No-fault divorce is a divorce one can obtain without having to prove one’s spouse has committed any kind of marital fault. One can simply file for divorce because one wants a divorce.

Before no-fault divorce was made law (it’s the law in every state in the U.S.A. now), an unhappy couple in which both spouses both agreed they wanted a divorce would have to collude and lie to the court and claim that one of the spouses had committed a marital fault, so that they could get divorced. That was clearly not a good thing, and so it was believed that by making no-fault divorce legal it would reduce the number of unhappy marriages.

The unintended consequence of no-fault divorce is, however, that far too many people give up too easily on what could have been a happy marriage because no-fault divorce is so easy to get.

Bottom line: we already know what would happen if we made no-fault divorce illegal (no matter how well-intentioned our reasons for doing so): couples who really wanted a divorce would simply lie to the court, claim fault where there is none, and obtain an ill-gotten divorce anyway.

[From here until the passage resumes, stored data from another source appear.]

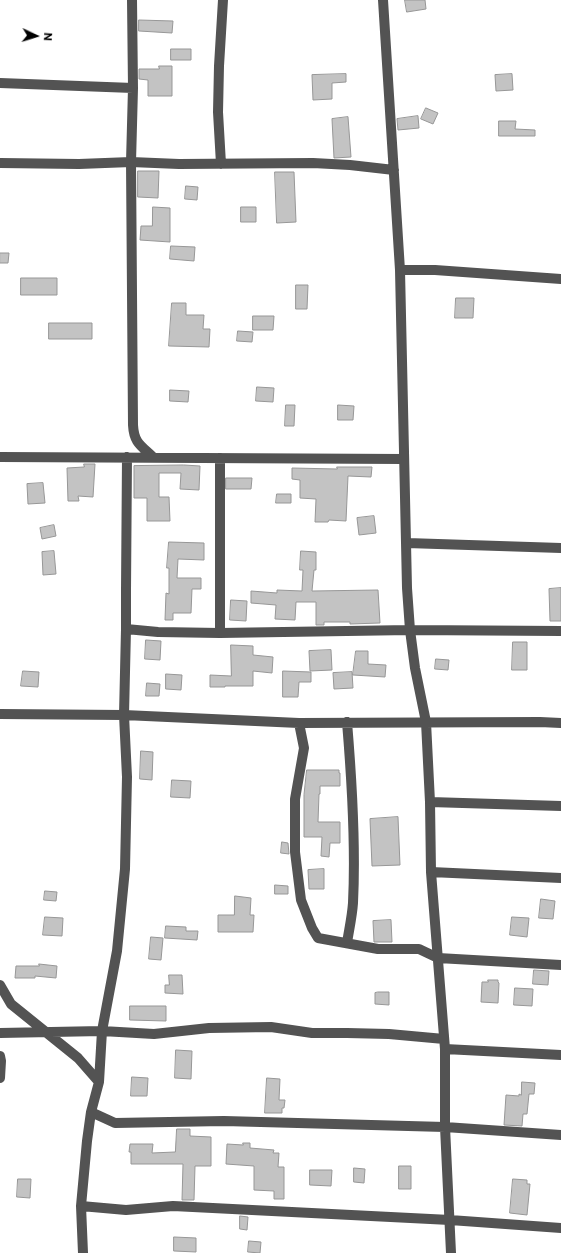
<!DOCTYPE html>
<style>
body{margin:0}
#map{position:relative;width:561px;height:1253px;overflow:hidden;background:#fff;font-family:Commissioner,sans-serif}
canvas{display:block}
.north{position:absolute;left:16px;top:16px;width:40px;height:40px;-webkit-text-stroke:3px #fff;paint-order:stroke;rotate:94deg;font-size:11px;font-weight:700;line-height:16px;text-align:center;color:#000}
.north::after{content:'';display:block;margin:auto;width:14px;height:18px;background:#000;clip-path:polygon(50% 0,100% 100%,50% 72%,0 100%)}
</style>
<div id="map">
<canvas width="561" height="1253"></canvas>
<div class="north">N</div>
</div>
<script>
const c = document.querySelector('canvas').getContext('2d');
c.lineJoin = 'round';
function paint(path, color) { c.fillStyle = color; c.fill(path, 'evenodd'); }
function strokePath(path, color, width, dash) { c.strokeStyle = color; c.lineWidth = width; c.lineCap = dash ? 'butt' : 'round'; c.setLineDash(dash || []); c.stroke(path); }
const building = new Path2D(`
 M405,0H425L426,9L407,12Z
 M139,20L173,21L172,33L139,31Z
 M171,49H191V60H171Z
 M159,66H172V96H148V80L139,79V69H159Z
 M346,74V82L332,83V99L313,100L312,75Z
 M512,74L513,90L496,91L495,75Z
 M426,108L438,113L433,124L421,119Z
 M418,116L419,128L398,130L397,119Z
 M348,117L351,157L334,158L332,119Z
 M499,121H516L515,129L535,130V136H499Z
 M138,171H159L158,198L138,197Z
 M275,172H294L296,222L277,223Z
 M186,186L198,187L197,200L185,199Z
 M153,207L170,208V242L140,240L141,226H152Z
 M241,207H256V222H241Z
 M171,246L195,247L194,261L170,259Z
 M0,253H9L8,263H0Z
 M21,278H57V295H21Z
 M296,285H308L307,309H296Z
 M456,298H474L473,318H455Z
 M172,303H186V315H204L203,329H210L209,347L169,346Z
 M253,316H274L273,330H253Z
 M49,323H92V339H49Z
 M238,331L253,332L252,342L237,341Z
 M257,387L274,388L273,402L256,401Z
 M170,390L189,391L188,402L170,401Z
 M286,405H295L294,426H285Z
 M338,405L354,406L353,420H338Z
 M84,464H95L93,497L78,496L79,501H68L67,468L84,467Z
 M184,465L200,466L199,490L180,489L181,473H159V497H169L170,521H147V498H134V466Z
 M337,467H372L371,477L348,476L346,521L329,520L328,522H315L316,499L300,498V480L292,479V468L337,469Z
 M226,478H252L251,489H226Z
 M43,483L45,503L28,504L27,484Z
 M277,494H291V503H276Z
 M374,516L376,533L359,535L357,518Z
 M54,525L56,536L42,539L40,528Z
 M169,542L204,543V560L178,559L177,578H201V589H192L191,613H173V620H165L166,593L169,594V568H167Z
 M54,551L56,574L43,575L42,552Z
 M301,551L316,552V570H314L312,591L378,590L380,623L350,624V622H324V625H316V602H296L295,620L275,619L276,605L251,603V591L277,593V590L302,591L303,570H300Z
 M561,588V621H550L549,589Z
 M231,600L247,601L246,621L230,620Z
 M146,640L161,641L160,660L145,659Z
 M513,642H527V670H512Z
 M231,645L253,646V655L273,657L272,673L253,671V686H225V687H210V675L231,676Z
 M331,650L332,670L310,671L309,651Z
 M356,651H368V664L386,665L385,677L353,675Z
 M436,659L449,660L448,670L435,669Z
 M23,671L39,672L38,687L21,686Z
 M283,671L311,672V682H299L298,697H283Z
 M352,672L353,688L334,689L333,673Z
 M166,674L182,675L181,690L166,689Z
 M147,683L160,684L159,696H146Z
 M141,751L153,752L152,780L140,779Z
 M307,770H339V773H340V786H320V794H319L318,822H340V843H330L329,857L321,856L322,837H304V795Z
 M172,780L191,781L190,798L171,797Z
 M398,817L400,865L372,866L370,819Z
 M282,842L288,843L289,854L281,853Z
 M324,869V889H309L308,870Z
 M275,885L288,886V894H275Z
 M45,891L57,892L56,901L44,900Z
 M235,896L251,898L250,915H254L253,932H218V915H234Z
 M541,899L555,901L553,919L539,918Z
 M45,917L63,918L62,936L43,935Z
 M512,917L529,918L527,937L510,935Z
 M391,920L392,942H374L373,921Z
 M166,926L186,927V931H198L197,940L165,938Z
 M151,937L163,938L161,960L149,959Z
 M39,964L57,966L56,978L35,976V978H15L16,966H39Z
 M534,970L549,971L548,985L533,984Z
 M169,975H182L183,994L165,993V985H169Z
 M488,980H498V982L499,983L498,1003L481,1002L482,982H488Z
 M515,988L533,989L532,1006L514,1005Z
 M378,992H389V1005L375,1004V993Z
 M130,1006H166V1021L130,1020Z
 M176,1050L192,1051L191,1079L175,1078Z
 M132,1077L148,1078L147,1096H131Z
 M267,1078L280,1079L279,1100H285L284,1108H282V1113H265Z
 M522,1082L535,1083L534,1094H529L527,1114H523L522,1126L504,1125L506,1095L519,1096V1094L521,1095Z
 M177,1129H190V1136L211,1137V1166H195L194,1200H182L183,1164H131V1152H129L130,1144H153L152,1153L175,1152Z
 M243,1143H250V1148L274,1150L273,1153H279L278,1167H284V1199H274V1191L254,1190V1166L226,1164L227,1144L243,1145Z
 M399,1166H411V1189H399Z
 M354,1168L365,1169L364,1183L354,1182Z
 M310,1170H332L331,1186L310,1185Z
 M18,1179H31L30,1198L17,1197Z
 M513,1179L527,1180V1184H530L527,1215L510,1213Z
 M240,1216L248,1217L247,1230L240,1229Z
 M174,1237L196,1238V1252L174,1251Z
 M249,1241L261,1242L260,1253L248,1252Z`);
const minor = new Path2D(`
 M132,0L133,88L131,162L133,425C134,444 142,446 154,458
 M383,0L400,270L407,588L410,630L415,668L426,722L430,802L431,872L445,1049V1127L451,1253
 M0,83L133,88
 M0,163L79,164L131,162L179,164L313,163L350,165L394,170
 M221,164L218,112L219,66L223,0
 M400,270H435L561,279
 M0,457L404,459
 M407,543L561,548
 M126,629L158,632L220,633L410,630L561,631
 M220,633V458
 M0,714L124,715L299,723L540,722L561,723
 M347,722C352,782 356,843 353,903C352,917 349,930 347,943
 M299,723L304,748L295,799V852L301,900L312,928L318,938L378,949H419L438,958L561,965
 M430,802L561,806
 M431,872L561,878
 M0,985L11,1004L78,1058L99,1082
 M0,1033L102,1031L154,1034L209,1028L271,1027L312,1033H347L389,1034L444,1039
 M445,1049L561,1055
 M0,1056L1,1061L0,1078
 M91,1112L115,1123L224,1121L445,1127L561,1135
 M81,1206L126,1210L173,1206L450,1220L561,1228
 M83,1253L81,1206L87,1141L91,1112L99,1082L102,1031L117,951L125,869L127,777L124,715L126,629V590L127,457`);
paint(building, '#c3c3c3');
strokePath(building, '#979797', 1);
strokePath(minor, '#535353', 10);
</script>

We cannot reduce the divorce rate unless and until society learns and accepts the fact that a strong marriage and family is more than worth the effort and sacrifice it requires. We need to value marriage and family, not just give lip service to its importance. And we need to accept that with exception so rare as to be negligible, men and women are happiest and their lives the most worthwhile and fulfilling in the roles of spouses and parents.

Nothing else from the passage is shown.